■ Task requirements ■
All of the lines below should be printed again exactly as they are.

>>

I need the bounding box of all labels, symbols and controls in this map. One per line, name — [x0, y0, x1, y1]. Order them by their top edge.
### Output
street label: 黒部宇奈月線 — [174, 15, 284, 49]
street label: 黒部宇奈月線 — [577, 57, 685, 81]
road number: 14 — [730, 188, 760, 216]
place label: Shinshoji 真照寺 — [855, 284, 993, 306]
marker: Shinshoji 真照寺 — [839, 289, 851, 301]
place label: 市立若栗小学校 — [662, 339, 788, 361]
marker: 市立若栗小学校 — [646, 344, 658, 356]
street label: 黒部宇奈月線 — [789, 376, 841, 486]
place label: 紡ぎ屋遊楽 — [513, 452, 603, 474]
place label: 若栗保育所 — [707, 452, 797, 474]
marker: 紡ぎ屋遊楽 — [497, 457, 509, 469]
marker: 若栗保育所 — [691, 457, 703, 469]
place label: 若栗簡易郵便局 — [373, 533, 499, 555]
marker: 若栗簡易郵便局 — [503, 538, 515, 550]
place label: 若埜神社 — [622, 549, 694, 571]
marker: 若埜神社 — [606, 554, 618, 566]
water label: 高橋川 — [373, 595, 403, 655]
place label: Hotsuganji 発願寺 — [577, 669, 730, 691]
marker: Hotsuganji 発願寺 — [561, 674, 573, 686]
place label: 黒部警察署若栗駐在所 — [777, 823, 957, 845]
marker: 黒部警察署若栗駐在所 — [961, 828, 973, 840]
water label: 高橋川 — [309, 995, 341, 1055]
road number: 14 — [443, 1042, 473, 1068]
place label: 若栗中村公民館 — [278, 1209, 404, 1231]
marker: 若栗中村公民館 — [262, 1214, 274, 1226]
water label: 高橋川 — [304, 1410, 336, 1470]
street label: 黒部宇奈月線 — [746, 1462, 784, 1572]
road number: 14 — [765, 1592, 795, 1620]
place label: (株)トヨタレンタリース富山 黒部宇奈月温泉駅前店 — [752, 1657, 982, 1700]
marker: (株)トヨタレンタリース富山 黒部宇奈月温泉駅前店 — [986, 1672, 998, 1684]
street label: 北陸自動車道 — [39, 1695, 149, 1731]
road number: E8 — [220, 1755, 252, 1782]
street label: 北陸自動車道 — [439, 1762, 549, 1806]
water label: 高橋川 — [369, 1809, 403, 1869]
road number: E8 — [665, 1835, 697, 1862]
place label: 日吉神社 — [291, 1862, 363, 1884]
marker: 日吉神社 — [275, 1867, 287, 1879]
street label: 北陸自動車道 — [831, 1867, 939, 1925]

<<

■ Result ■
I need the bounding box of all labels, symbols and controls in this map. One per line, name — [x0, y0, x1, y1]. Order them by their top edge.
### Output
street label: 黒部宇奈月線 — [174, 15, 284, 49]
street label: 黒部宇奈月線 — [577, 57, 685, 81]
road number: 14 — [730, 188, 760, 216]
place label: Shinshoji 真照寺 — [855, 284, 993, 306]
marker: Shinshoji 真照寺 — [839, 289, 851, 301]
place label: 市立若栗小学校 — [662, 339, 788, 361]
marker: 市立若栗小学校 — [646, 344, 658, 356]
street label: 黒部宇奈月線 — [789, 376, 841, 486]
place label: 紡ぎ屋遊楽 — [513, 452, 603, 474]
place label: 若栗保育所 — [707, 452, 797, 474]
marker: 紡ぎ屋遊楽 — [497, 457, 509, 469]
marker: 若栗保育所 — [691, 457, 703, 469]
place label: 若栗簡易郵便局 — [373, 533, 499, 555]
marker: 若栗簡易郵便局 — [503, 538, 515, 550]
place label: 若埜神社 — [622, 549, 694, 571]
marker: 若埜神社 — [606, 554, 618, 566]
water label: 高橋川 — [373, 595, 403, 655]
place label: Hotsuganji 発願寺 — [577, 669, 730, 691]
marker: Hotsuganji 発願寺 — [561, 674, 573, 686]
place label: 黒部警察署若栗駐在所 — [777, 823, 957, 845]
marker: 黒部警察署若栗駐在所 — [961, 828, 973, 840]
water label: 高橋川 — [309, 995, 341, 1055]
road number: 14 — [443, 1042, 473, 1068]
place label: 若栗中村公民館 — [278, 1209, 404, 1231]
marker: 若栗中村公民館 — [262, 1214, 274, 1226]
water label: 高橋川 — [304, 1410, 336, 1470]
street label: 黒部宇奈月線 — [746, 1462, 784, 1572]
road number: 14 — [765, 1592, 795, 1620]
place label: (株)トヨタレンタリース富山 黒部宇奈月温泉駅前店 — [752, 1657, 982, 1700]
marker: (株)トヨタレンタリース富山 黒部宇奈月温泉駅前店 — [986, 1672, 998, 1684]
street label: 北陸自動車道 — [39, 1695, 149, 1731]
road number: E8 — [220, 1755, 252, 1782]
street label: 北陸自動車道 — [439, 1762, 549, 1806]
water label: 高橋川 — [369, 1809, 403, 1869]
road number: E8 — [665, 1835, 697, 1862]
place label: 日吉神社 — [291, 1862, 363, 1884]
marker: 日吉神社 — [275, 1867, 287, 1879]
street label: 北陸自動車道 — [831, 1867, 939, 1925]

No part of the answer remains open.